EXERCISE GOAL: Before you return the lines below, strip out any images and keep every word as written.

[AVAILABLE RECORDS Boundary: Start]

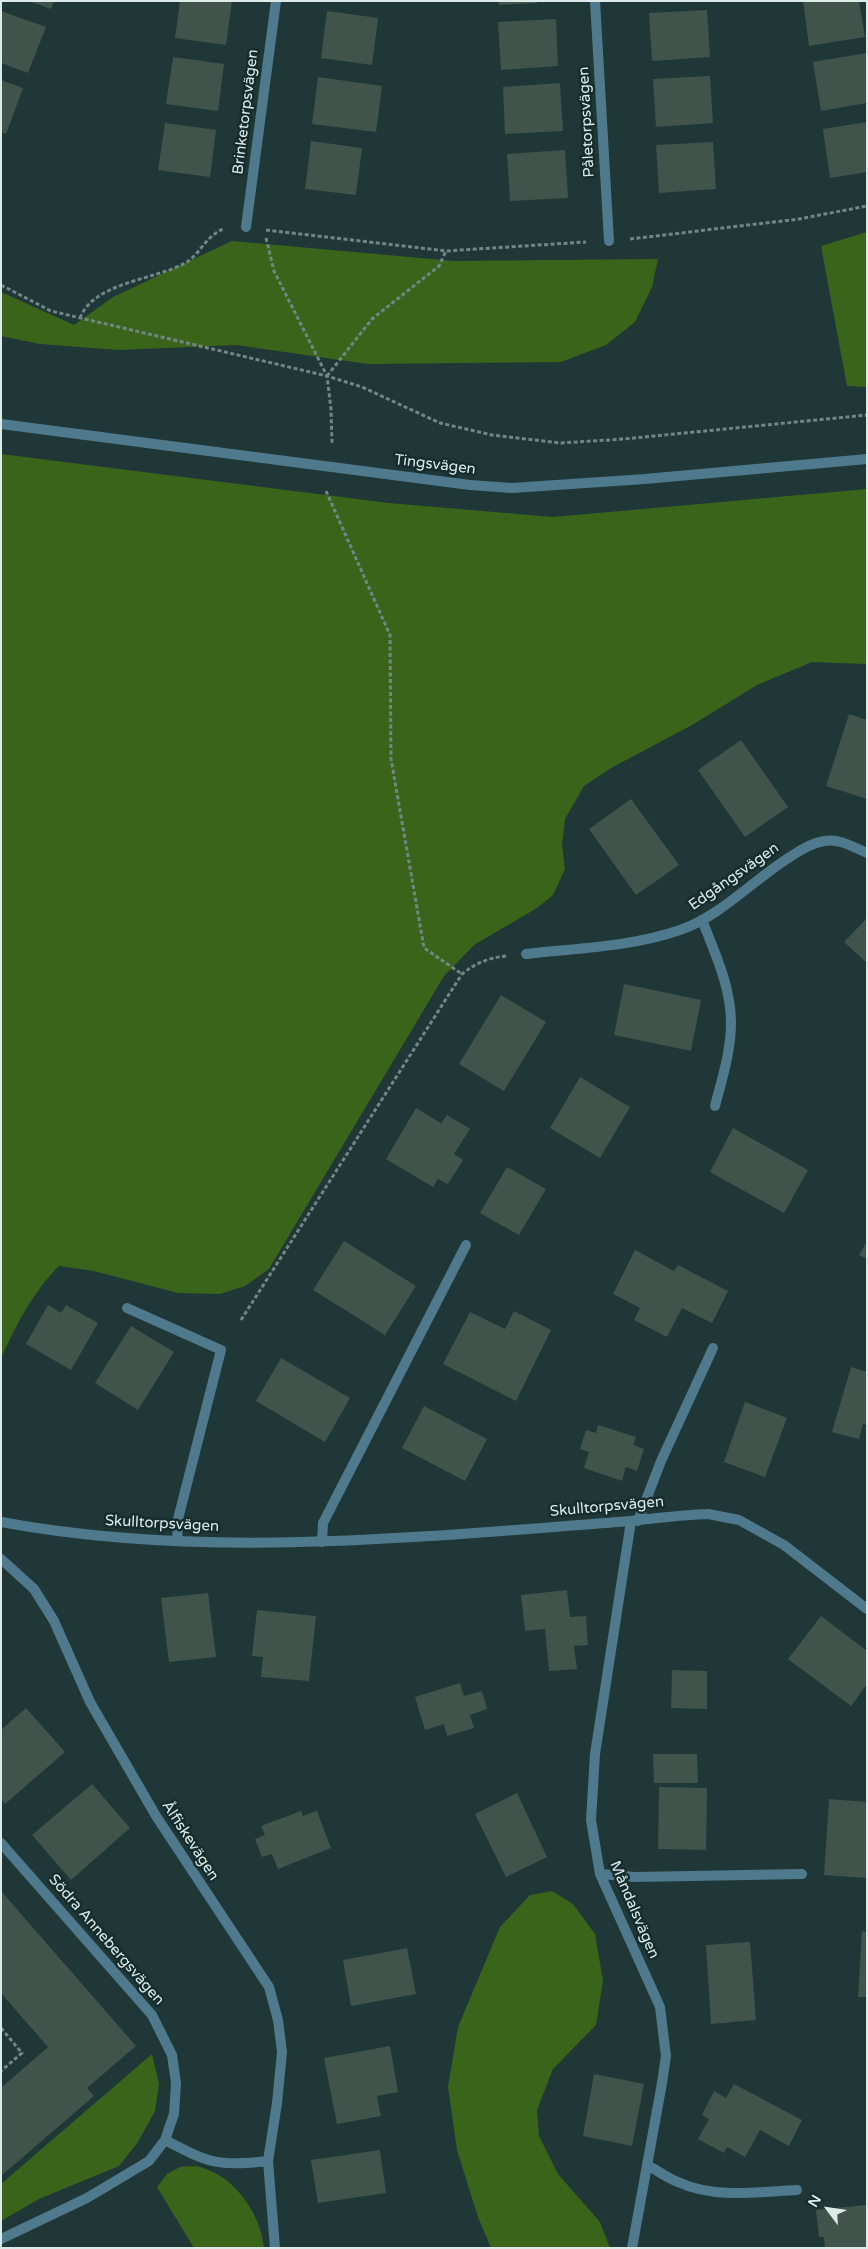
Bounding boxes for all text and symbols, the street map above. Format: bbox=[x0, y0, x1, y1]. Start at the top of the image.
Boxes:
street label: Brinketorpsvägen bbox=[229, 48, 263, 176]
street label: Påletorpsvägen bbox=[575, 66, 599, 178]
street label: Tingsvägen bbox=[393, 451, 477, 479]
street label: Edgångsvägen bbox=[685, 839, 783, 915]
street label: Skulltorpsvägen bbox=[549, 1493, 665, 1521]
street label: Skulltorpsvägen bbox=[104, 1512, 220, 1536]
street label: Ålfiskevägen bbox=[158, 1798, 222, 1884]
street label: Måndalsvägen bbox=[605, 1859, 663, 1961]
street label: Södra Annebergsvägen bbox=[44, 1871, 168, 2009]
north arrow bbox=[803, 2184, 853, 2234]
text: N bbox=[805, 2192, 825, 2210]

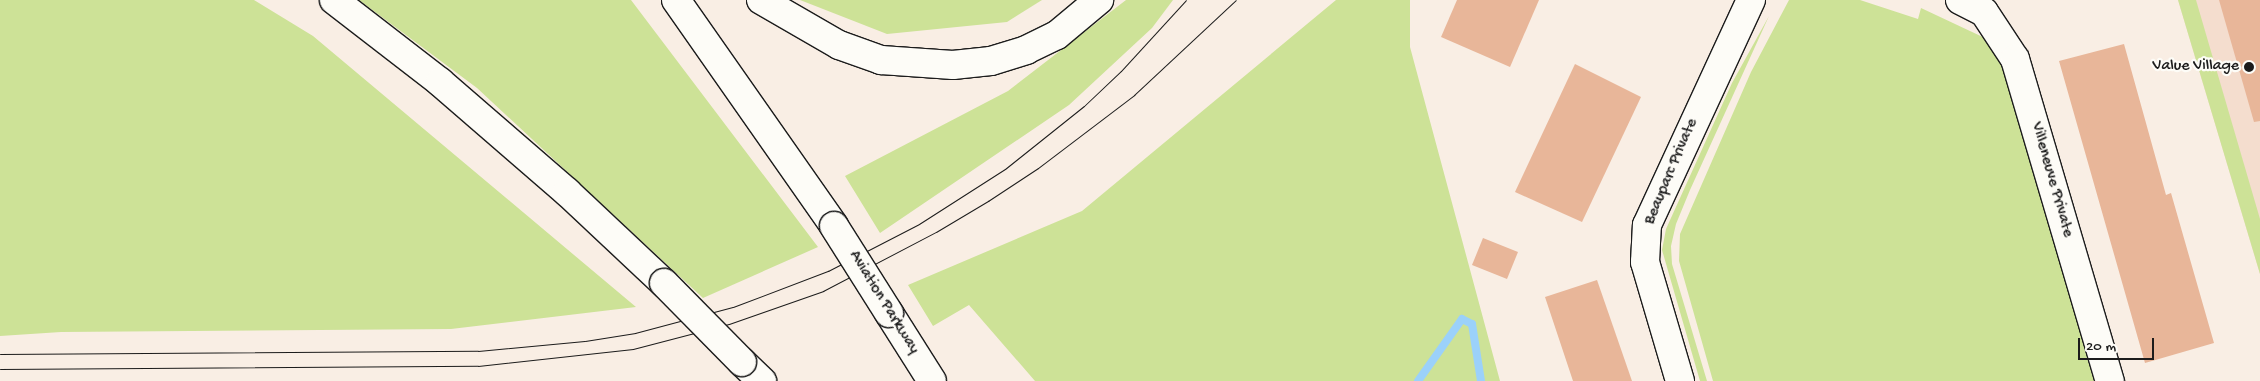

[AVAILABLE RECORDS Boundary: End]

OUTPUT:
Bounding boxes for all text and symbols, the street map above. Format: bbox=[x0, y0, x1, y1]. Start at the top of the image.
Boxes:
street label: Brinketorpsvägen bbox=[229, 48, 263, 176]
street label: Påletorpsvägen bbox=[575, 66, 599, 178]
street label: Tingsvägen bbox=[393, 451, 477, 479]
street label: Edgångsvägen bbox=[685, 839, 783, 915]
street label: Skulltorpsvägen bbox=[549, 1493, 665, 1521]
street label: Skulltorpsvägen bbox=[104, 1512, 220, 1536]
street label: Ålfiskevägen bbox=[158, 1798, 222, 1884]
street label: Måndalsvägen bbox=[605, 1859, 663, 1961]
street label: Södra Annebergsvägen bbox=[44, 1871, 168, 2009]
north arrow bbox=[803, 2184, 853, 2234]
text: N bbox=[805, 2192, 825, 2210]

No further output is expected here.